Despite my laundry list of sad things, I’m feeling pretty peaceful and easy as I write this. I don’t pay too much attention to all that stuff. Why? Because there’s always going to be something to get upset about. I promise. It’s not worth it.
I could take any one of those problems, and turn it into a conflict. I could make it a conflict within myself and torment myself over it, or I could make it a conflict with someone else. One of my roommates, perhaps. Or the coffee house people for having hard chairs that make my butt spider bite hurt. Or the guy who took the last soft coffee house chair.
But then, you see, it wouldn’t be those things causing conflict.
It would be ME.
When you have roommates (or co-workers, or a spouse, or a family . . .), harmonious living is important. It is as highly valued as being able to clean (or flush) a toilet. It also makes you happier, which is a good thing.

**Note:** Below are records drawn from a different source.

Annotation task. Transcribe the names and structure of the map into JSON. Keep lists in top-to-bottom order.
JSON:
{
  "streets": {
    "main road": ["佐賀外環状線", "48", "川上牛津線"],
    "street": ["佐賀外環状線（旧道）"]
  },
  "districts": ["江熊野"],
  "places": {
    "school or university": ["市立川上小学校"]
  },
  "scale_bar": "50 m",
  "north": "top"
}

Demands. Expectations. Entitlement. — These are all things that can cause us to take stuff too seriously.
That said, it’s important to be clear with yourself about what conditions you need to be a harmonious roommate.
I need my own space–physically and mentally–and lots of alone time. I need to know my family and friends are healthy and safe. I need good health. I need a healthy bank account. I need to make sure I write.

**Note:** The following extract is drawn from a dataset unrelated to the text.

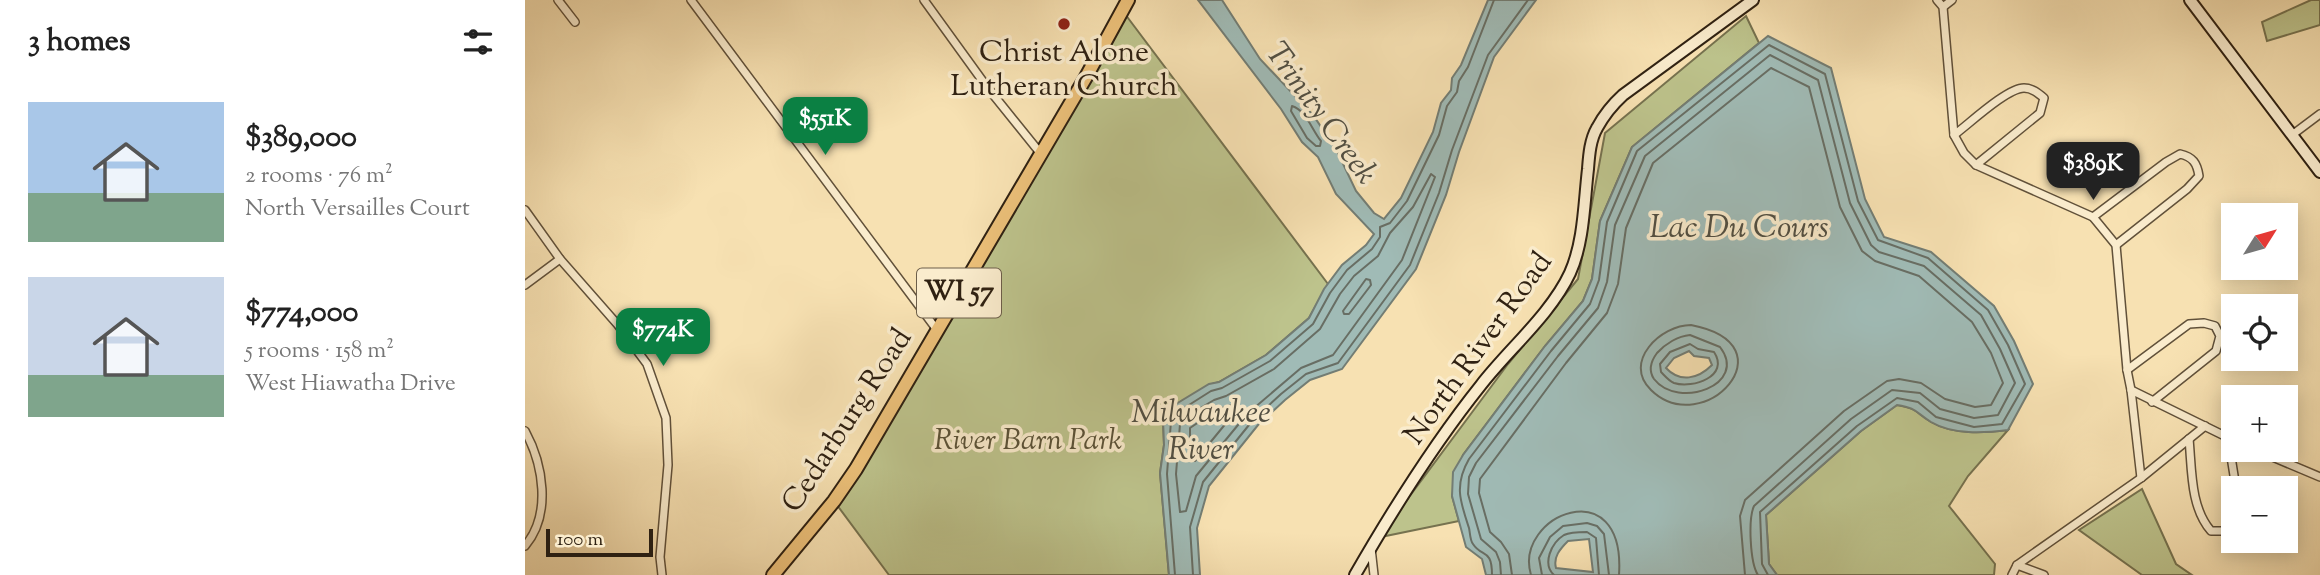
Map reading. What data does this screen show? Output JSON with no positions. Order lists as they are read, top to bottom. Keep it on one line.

What do you need? Maybe you need to nurture a relationship. Maybe you need a clean living space. Maybe you need to work in the garden and make things grow, or everything feels out of whack and you turn into Godzilla.

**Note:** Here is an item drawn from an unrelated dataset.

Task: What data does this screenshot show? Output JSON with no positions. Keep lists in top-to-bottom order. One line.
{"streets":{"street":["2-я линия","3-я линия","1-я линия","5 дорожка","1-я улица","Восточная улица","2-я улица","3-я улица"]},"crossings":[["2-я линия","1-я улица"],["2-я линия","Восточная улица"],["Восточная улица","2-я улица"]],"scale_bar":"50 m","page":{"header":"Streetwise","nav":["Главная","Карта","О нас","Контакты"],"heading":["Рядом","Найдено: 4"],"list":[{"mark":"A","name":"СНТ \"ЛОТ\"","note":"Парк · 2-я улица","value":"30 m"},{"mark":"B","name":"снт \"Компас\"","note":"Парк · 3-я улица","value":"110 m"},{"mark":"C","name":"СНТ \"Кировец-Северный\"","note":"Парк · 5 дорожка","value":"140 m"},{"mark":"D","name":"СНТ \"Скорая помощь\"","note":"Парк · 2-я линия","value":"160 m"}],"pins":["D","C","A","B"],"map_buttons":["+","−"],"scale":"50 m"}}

Now, let’s be clear–I’m not talking about getting what I want, or even what I deserve. I’m not talking about being heard or understood, or getting time off, or being sexually satisfied. Maybe for some people, those things are big pieces without which harmonious living is not possible. I’m not saying they’re not important. But if I don’t have those things, I can still remain generally optimistic and harmonious. I will work toward those things–toward what I want–but I can still be peaceful and easy as I do so.
For me, the pieces that must be in place to feel pretty good, are pretty few. But they are big and they are important. If I don’t have those big important pieces in place, everything feels unbalanced, and I don’t live harmoniously so well.
I think a lot of people don’t know what their big important pieces are.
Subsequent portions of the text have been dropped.